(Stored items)

☆ ☆ ☆ ☆

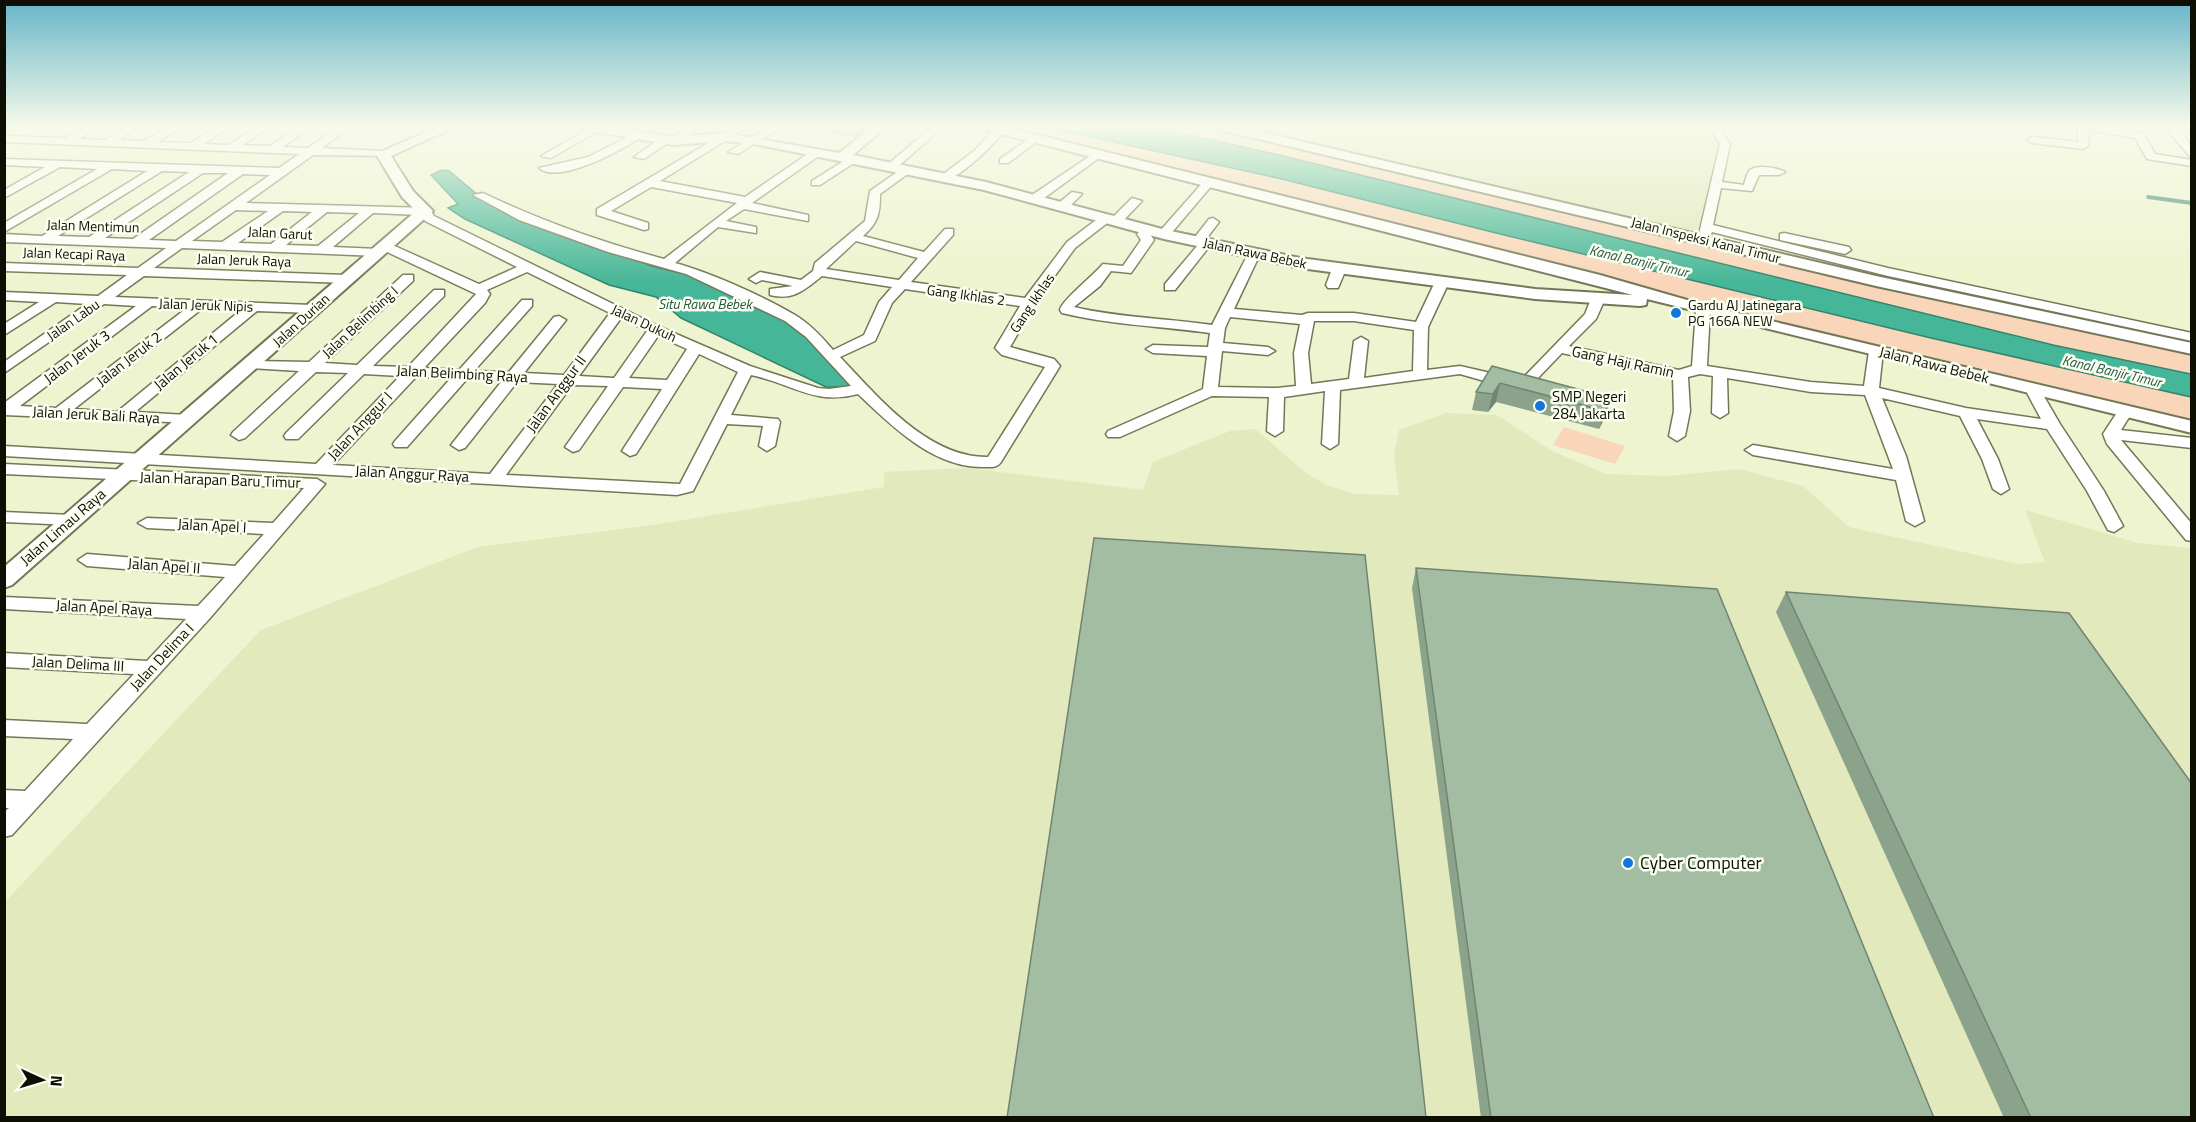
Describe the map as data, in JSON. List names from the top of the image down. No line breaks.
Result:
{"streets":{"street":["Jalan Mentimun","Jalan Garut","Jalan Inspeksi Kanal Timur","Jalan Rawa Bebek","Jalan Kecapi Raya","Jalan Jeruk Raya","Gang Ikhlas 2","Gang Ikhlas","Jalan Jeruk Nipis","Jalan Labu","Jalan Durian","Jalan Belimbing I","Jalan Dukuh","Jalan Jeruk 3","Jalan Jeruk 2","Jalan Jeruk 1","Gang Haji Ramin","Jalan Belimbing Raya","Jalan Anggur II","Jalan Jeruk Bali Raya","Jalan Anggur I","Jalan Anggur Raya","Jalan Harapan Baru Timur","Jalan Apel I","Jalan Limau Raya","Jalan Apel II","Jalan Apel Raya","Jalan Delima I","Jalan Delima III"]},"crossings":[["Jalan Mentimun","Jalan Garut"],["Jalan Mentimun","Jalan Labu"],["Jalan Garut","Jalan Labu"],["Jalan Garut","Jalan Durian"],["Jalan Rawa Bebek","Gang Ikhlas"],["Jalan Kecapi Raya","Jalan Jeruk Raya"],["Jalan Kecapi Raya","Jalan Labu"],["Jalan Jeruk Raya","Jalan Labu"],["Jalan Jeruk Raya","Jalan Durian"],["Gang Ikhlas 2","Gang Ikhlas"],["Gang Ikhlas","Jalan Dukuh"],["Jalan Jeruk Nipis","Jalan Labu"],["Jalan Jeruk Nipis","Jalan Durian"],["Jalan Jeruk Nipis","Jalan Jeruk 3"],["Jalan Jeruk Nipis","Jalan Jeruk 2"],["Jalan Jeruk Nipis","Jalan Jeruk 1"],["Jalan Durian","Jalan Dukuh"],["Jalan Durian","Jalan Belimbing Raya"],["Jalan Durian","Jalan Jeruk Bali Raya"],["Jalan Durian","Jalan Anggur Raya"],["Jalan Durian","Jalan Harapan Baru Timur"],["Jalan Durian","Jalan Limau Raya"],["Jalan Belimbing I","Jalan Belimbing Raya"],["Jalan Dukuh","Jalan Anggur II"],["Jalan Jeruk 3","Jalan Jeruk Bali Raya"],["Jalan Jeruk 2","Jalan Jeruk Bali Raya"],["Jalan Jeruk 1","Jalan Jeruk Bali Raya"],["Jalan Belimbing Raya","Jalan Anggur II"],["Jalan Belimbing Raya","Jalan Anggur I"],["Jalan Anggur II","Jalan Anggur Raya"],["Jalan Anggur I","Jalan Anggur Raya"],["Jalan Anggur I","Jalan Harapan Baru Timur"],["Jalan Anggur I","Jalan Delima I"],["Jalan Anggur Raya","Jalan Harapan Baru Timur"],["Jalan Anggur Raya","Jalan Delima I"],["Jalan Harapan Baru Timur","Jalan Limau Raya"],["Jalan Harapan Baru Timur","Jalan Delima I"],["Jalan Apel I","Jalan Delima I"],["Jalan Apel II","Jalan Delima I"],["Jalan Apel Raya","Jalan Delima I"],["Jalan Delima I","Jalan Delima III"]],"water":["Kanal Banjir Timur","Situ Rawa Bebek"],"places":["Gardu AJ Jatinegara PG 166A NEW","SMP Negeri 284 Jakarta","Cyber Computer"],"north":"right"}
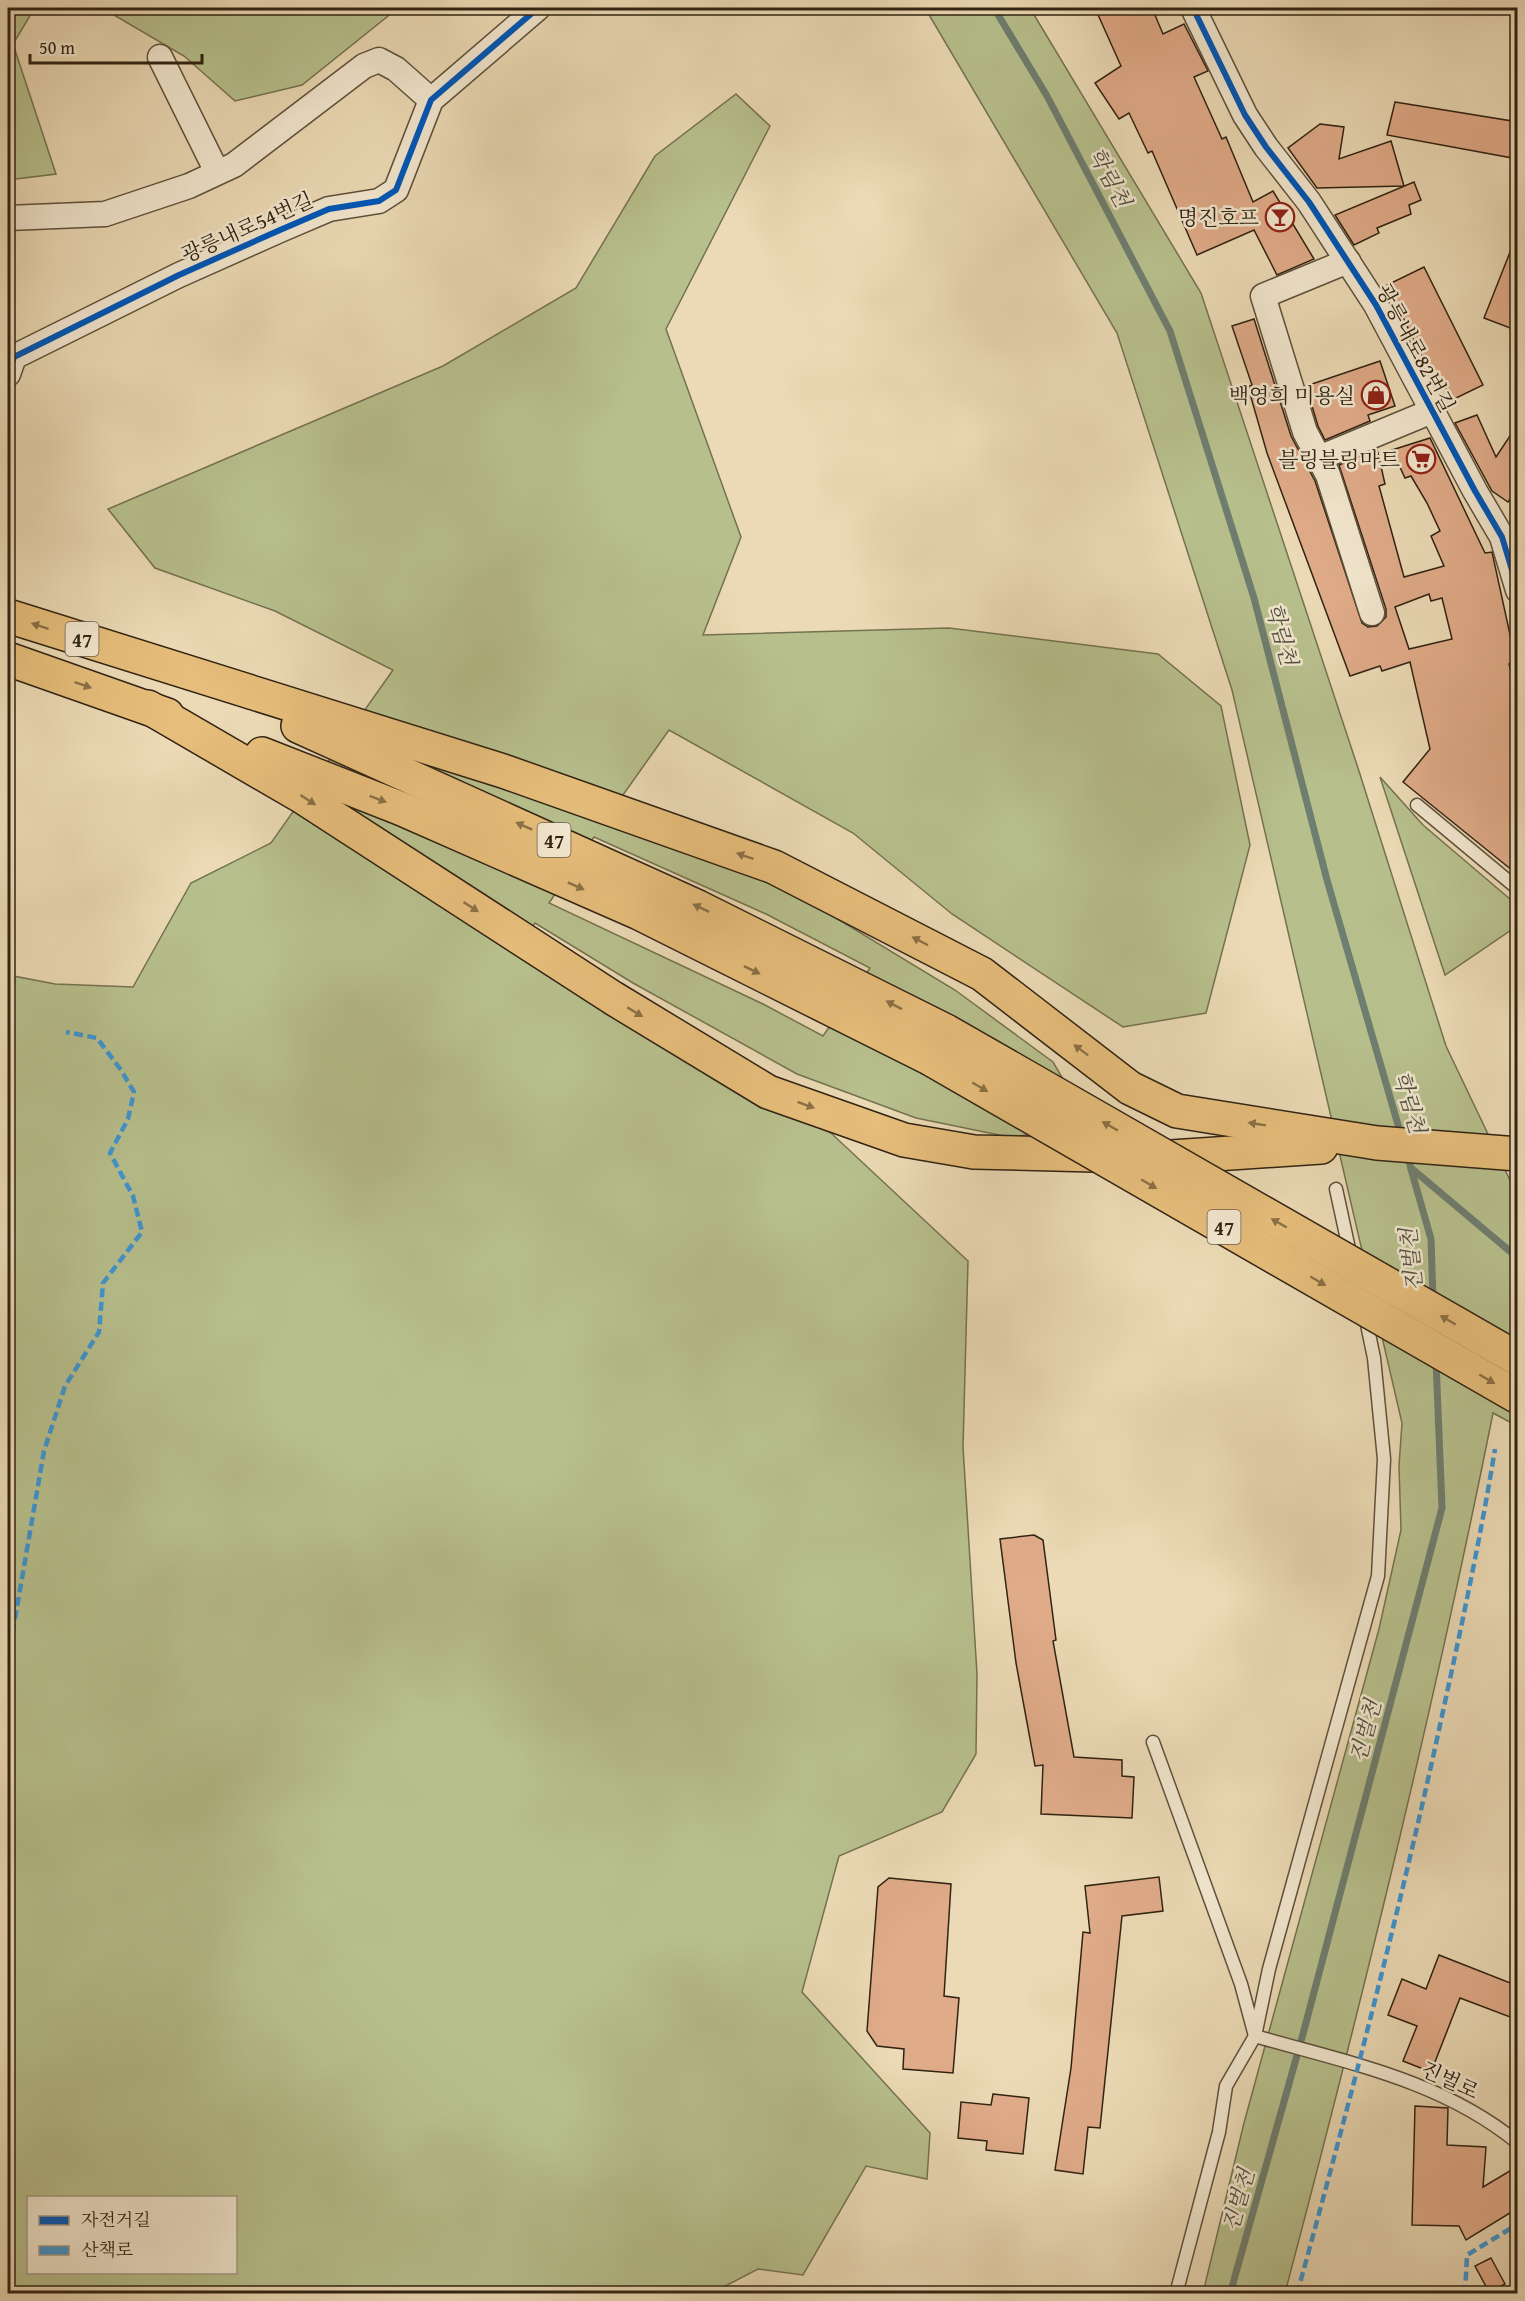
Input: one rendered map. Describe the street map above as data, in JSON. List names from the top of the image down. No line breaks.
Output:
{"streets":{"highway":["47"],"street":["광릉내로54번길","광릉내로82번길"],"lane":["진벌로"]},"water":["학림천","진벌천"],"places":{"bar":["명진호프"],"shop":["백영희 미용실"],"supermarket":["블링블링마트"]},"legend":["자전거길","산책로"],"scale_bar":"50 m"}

☆ ☆ ☆ ☆

> _PROBLEM DESCRIPTION_
Every line above that holds the word "breaks" should be copied out.

> _TASK RESULT_
Describe the map as data, in JSON. List names from the top of the image down. No line breaks.
Input: one rendered map. Describe the street map above as data, in JSON. List names from the top of the image down. No line breaks.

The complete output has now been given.